Action item: How many of the lines in the material below contain the word "創価学会志木文化会館"? Give the number alone.

====== The input ======

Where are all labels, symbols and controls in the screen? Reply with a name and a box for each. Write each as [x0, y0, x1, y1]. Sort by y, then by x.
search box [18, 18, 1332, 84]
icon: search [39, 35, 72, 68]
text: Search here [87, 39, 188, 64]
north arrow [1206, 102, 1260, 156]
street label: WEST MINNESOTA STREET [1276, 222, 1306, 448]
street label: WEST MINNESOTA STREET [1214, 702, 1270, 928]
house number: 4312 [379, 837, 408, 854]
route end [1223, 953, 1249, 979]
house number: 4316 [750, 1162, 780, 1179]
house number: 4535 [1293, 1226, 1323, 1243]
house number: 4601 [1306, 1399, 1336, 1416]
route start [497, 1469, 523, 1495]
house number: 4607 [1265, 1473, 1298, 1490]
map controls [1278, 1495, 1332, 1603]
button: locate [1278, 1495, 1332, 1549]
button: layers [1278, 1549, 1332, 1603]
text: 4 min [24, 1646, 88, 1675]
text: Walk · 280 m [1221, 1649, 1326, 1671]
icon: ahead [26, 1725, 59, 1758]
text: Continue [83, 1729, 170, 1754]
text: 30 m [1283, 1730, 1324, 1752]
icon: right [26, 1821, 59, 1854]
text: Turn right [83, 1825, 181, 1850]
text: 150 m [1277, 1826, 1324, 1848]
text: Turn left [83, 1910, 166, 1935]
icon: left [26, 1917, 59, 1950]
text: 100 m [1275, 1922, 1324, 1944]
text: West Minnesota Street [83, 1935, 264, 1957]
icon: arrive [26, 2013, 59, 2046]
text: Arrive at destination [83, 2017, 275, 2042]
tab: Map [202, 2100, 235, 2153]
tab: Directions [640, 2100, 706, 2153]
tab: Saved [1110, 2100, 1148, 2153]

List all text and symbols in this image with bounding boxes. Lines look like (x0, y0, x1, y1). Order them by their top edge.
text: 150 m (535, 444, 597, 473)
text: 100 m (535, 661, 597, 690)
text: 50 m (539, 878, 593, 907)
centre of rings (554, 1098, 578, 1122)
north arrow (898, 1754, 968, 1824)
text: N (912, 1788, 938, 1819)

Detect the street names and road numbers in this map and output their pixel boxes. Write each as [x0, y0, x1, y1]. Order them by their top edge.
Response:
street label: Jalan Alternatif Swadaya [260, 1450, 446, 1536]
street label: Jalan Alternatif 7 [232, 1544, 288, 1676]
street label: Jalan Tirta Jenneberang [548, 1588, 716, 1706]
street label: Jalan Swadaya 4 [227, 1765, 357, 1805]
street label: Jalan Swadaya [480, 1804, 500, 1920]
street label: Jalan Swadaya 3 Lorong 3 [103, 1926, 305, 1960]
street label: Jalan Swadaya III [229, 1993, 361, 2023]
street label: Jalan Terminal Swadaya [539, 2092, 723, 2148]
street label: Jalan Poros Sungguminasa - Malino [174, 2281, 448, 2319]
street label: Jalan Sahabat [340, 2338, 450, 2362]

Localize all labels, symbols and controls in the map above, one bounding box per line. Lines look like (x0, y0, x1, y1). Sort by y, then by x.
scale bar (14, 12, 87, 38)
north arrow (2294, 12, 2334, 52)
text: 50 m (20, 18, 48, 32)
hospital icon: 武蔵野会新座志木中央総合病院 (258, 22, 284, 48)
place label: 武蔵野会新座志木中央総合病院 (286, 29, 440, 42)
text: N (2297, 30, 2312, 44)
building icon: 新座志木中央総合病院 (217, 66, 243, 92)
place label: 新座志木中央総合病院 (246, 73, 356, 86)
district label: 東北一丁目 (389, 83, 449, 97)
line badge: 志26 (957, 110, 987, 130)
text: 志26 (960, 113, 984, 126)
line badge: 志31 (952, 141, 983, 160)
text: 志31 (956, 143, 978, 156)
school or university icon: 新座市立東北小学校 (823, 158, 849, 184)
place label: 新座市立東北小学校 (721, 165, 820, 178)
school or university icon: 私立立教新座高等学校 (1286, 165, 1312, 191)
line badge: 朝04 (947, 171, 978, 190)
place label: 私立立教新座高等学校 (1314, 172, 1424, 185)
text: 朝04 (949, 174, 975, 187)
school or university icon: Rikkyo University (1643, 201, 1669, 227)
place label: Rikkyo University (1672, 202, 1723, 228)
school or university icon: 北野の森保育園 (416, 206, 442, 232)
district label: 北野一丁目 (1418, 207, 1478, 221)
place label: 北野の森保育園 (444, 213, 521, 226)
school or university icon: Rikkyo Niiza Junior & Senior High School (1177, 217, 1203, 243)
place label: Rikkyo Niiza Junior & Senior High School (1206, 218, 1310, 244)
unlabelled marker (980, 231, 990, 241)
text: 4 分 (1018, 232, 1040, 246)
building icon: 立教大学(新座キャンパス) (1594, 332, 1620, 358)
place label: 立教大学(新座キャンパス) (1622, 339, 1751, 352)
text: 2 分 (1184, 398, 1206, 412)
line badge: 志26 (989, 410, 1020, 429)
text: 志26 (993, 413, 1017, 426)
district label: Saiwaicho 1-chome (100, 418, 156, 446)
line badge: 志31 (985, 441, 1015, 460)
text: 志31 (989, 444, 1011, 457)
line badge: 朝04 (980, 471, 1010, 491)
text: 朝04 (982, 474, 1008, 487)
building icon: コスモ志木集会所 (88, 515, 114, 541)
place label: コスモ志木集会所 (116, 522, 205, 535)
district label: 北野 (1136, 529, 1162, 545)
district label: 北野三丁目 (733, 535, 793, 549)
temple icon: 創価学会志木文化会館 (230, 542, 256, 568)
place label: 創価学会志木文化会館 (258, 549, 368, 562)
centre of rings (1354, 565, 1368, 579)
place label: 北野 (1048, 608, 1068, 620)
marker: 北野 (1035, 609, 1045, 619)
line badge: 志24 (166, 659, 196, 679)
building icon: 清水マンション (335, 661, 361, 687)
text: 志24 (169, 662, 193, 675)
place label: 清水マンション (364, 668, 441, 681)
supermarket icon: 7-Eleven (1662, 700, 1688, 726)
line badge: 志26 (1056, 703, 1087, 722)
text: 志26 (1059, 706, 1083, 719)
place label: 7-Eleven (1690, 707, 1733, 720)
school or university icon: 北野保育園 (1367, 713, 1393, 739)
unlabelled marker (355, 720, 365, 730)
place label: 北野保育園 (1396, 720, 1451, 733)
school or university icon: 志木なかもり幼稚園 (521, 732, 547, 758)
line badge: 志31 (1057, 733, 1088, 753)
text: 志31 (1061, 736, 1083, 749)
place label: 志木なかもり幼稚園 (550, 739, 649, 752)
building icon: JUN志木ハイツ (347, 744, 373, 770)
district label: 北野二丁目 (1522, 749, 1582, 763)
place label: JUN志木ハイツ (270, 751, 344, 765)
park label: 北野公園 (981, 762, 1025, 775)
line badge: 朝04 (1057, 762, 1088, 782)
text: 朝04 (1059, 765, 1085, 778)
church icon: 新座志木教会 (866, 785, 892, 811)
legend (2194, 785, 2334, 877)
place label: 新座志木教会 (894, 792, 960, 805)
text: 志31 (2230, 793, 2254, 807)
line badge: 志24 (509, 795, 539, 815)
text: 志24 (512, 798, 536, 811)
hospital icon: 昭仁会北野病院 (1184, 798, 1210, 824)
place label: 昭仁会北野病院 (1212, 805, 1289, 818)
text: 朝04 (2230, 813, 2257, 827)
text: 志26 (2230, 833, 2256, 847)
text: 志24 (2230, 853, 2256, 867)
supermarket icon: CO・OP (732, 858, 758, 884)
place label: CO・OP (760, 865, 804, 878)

======

Written solution: 2